To address point 1 all irradiations occur within air tight sealed containers, such as a 24 well plate with an adhesive seal or a screw top flask. To prevent cultures dehydrating during setup and irradiation time all containers are prepared with as close to zero headspace as practically achievable. In order to reduce the impacts of both points it is important to minimise the time the cultures are exposed to these conditions. Efficient sample setup and retrieval is key to keeping the impacts of these factors consistent between irradiations. The significance of these factors needs to be taken into consideration on a per cell line basis for future work, as the impacts on downstream analysis will vary cell line to cell line, and with the measurement being taken.

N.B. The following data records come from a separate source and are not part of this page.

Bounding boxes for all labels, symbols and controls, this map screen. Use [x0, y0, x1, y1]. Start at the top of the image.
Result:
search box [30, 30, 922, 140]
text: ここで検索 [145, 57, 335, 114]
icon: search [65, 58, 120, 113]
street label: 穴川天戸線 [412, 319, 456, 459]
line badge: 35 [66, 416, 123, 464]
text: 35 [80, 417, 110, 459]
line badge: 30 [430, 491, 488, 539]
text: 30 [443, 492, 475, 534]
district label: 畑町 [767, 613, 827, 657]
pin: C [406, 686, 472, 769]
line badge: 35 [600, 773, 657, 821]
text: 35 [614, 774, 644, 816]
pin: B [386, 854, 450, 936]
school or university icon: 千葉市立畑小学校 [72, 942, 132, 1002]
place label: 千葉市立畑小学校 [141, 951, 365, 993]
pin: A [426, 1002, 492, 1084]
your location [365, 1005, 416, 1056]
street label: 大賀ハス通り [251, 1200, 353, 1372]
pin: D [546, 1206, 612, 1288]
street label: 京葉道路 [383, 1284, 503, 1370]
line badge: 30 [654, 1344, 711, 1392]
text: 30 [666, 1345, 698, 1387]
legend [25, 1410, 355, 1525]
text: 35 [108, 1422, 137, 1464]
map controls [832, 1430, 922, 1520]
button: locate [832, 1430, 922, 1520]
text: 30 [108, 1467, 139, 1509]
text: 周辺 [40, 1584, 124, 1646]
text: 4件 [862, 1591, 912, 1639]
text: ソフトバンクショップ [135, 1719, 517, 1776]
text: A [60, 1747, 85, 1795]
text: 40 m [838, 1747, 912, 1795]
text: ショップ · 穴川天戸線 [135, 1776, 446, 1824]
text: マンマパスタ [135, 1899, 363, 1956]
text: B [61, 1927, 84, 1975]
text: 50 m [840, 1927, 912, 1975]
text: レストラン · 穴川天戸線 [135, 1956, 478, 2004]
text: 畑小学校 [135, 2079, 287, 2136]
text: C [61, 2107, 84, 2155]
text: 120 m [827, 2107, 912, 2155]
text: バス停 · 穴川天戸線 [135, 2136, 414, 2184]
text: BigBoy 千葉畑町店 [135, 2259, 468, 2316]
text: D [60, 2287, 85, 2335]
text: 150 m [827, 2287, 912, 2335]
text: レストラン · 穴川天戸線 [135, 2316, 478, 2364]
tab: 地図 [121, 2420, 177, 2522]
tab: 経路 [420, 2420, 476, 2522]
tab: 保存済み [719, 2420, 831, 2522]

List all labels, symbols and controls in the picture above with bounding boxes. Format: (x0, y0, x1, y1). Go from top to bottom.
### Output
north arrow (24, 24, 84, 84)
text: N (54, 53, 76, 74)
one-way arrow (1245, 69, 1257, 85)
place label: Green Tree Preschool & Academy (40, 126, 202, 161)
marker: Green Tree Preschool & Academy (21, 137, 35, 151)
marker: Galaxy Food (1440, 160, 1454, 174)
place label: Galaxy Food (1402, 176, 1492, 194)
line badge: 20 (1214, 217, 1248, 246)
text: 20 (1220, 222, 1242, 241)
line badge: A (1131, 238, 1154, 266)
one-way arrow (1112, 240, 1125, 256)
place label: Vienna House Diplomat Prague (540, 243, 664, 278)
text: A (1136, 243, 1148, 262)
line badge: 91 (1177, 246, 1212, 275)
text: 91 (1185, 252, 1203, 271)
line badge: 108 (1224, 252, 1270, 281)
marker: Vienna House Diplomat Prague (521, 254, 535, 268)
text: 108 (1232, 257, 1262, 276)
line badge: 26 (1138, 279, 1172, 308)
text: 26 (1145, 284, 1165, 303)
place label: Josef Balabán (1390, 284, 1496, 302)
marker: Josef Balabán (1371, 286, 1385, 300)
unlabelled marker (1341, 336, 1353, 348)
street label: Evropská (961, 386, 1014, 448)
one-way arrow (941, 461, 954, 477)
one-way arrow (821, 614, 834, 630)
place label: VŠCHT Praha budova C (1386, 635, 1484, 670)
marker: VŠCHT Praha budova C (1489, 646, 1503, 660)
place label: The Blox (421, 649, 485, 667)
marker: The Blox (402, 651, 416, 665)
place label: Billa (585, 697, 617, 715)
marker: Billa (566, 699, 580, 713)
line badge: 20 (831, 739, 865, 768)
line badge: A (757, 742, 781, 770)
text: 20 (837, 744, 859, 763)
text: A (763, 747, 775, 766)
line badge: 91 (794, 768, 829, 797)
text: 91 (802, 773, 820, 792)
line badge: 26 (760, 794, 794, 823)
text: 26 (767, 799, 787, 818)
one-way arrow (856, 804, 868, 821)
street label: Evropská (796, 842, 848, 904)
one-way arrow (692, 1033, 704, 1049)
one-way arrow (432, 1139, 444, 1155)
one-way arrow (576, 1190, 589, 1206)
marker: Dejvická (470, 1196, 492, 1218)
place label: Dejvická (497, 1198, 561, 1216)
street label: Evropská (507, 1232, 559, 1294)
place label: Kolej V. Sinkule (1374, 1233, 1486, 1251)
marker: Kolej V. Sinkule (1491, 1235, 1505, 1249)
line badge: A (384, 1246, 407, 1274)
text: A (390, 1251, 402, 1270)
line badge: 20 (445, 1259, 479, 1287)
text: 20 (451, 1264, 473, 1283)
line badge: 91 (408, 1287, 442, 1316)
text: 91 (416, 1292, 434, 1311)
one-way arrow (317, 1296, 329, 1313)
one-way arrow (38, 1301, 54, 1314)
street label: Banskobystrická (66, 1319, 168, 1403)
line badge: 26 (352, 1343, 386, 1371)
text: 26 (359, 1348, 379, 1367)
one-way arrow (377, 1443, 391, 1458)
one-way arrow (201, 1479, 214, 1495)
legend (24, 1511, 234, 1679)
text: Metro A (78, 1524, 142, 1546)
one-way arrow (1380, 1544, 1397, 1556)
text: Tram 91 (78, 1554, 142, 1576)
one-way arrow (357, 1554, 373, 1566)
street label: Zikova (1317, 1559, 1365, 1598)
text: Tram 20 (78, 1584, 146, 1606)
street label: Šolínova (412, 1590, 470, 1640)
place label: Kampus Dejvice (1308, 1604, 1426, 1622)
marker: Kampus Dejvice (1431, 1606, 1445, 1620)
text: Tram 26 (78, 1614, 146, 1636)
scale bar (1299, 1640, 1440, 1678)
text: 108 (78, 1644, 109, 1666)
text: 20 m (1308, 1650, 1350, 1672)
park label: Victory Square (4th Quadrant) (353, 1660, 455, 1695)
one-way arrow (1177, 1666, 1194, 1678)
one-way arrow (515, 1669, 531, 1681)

Inclusion of temperature control to the irradiation setup would be a valuable addition to this technique as it would allow for maintaining conditions in the cell cultures that are closer to physiological. Compact heating devices, such as Peltier heat exchanges that can be thermostatically controlled are being investigated. The complexities of placing such devices into such a neutron rich environment need to be taken into consideration from a functional and longevity perspective as well as the potential activation of the components. The current irradiation setup is constructed entirely out of plastic which does not activate to any significant extent under these conditions.

The gold neutron activation analysis technique used in this study is the definitive method for calculating thermal neutron flux coming from nuclear reactors. As this technique directly measures the activation of ¹⁹⁸Au via gamma ray spectrometry, the quantification of the thermal neutron flux is straightforward and robust. The technique itself is time-consuming compared to the short irradiation times of 1 min or less used for the irradiation of biological samples, with results being received a minimum of 24 h post experiment. It also requires sufficient gold activation for reliable quantification of the gamma ray emission and calculation of thermal neutron fluxes. The addition of a real-time neutron monitoring device that can distinguish between thermal and epithermal neutrons would be a very valuable addition. Simulation testing has shown promising results for a device using MOSFET detectors covered with various converter materials: boron carbide alone, a combination of cadmium and boron carbide, or polyethylene¹⁴. Since the neutron beam properties can vary between the measurements, real-time feedback will be extremely valuable to allow optimisation of experimental protocols to more efficiently utilise the available beamtime and improve both the precision, and accuracy of irradiations.

Conclusion

The primary rate limiting factor for NCT research and development is the access to appropriate radiation sources. Typically, hours on such instruments are limited and the merit based access models extremely competitive. To accelerate development of novel NCAs and targets, more beamtime is required. We have implemented an approach to adapt Dingo, a thermal neutron imaging instrument on the OPAL reactor in Australia, to conduct biological irradiations for the purposes of radiobiological research and development. Sample positioning and techniques for beam targeting quality assurance and neutron flux measurements were implemented to provide a radiobiological irradiation capability with minimal modifications to existing infrastructure. Opportunities for further development to improve precision and accuracy have been identified. By promoting the exploration of existing nuclear reactor-based facilities for biological research, we aim to expedite NCA development and generation of radiobiological insights. This approach could enhance the application of more affordable accelerator-based neutron sources for cancer treatment by expanding the pharmacological options available for NCT and allow further optimisation of treatment plans. Additionally, particle beam therapy concepts like NCEPT—which utilise neutrons naturally generated during treatment—may further extend NCA applications to deep-seated and diffuse tumors, potentially introducing neutron capture therapy capabilities to established particle therapy clinics worldwide.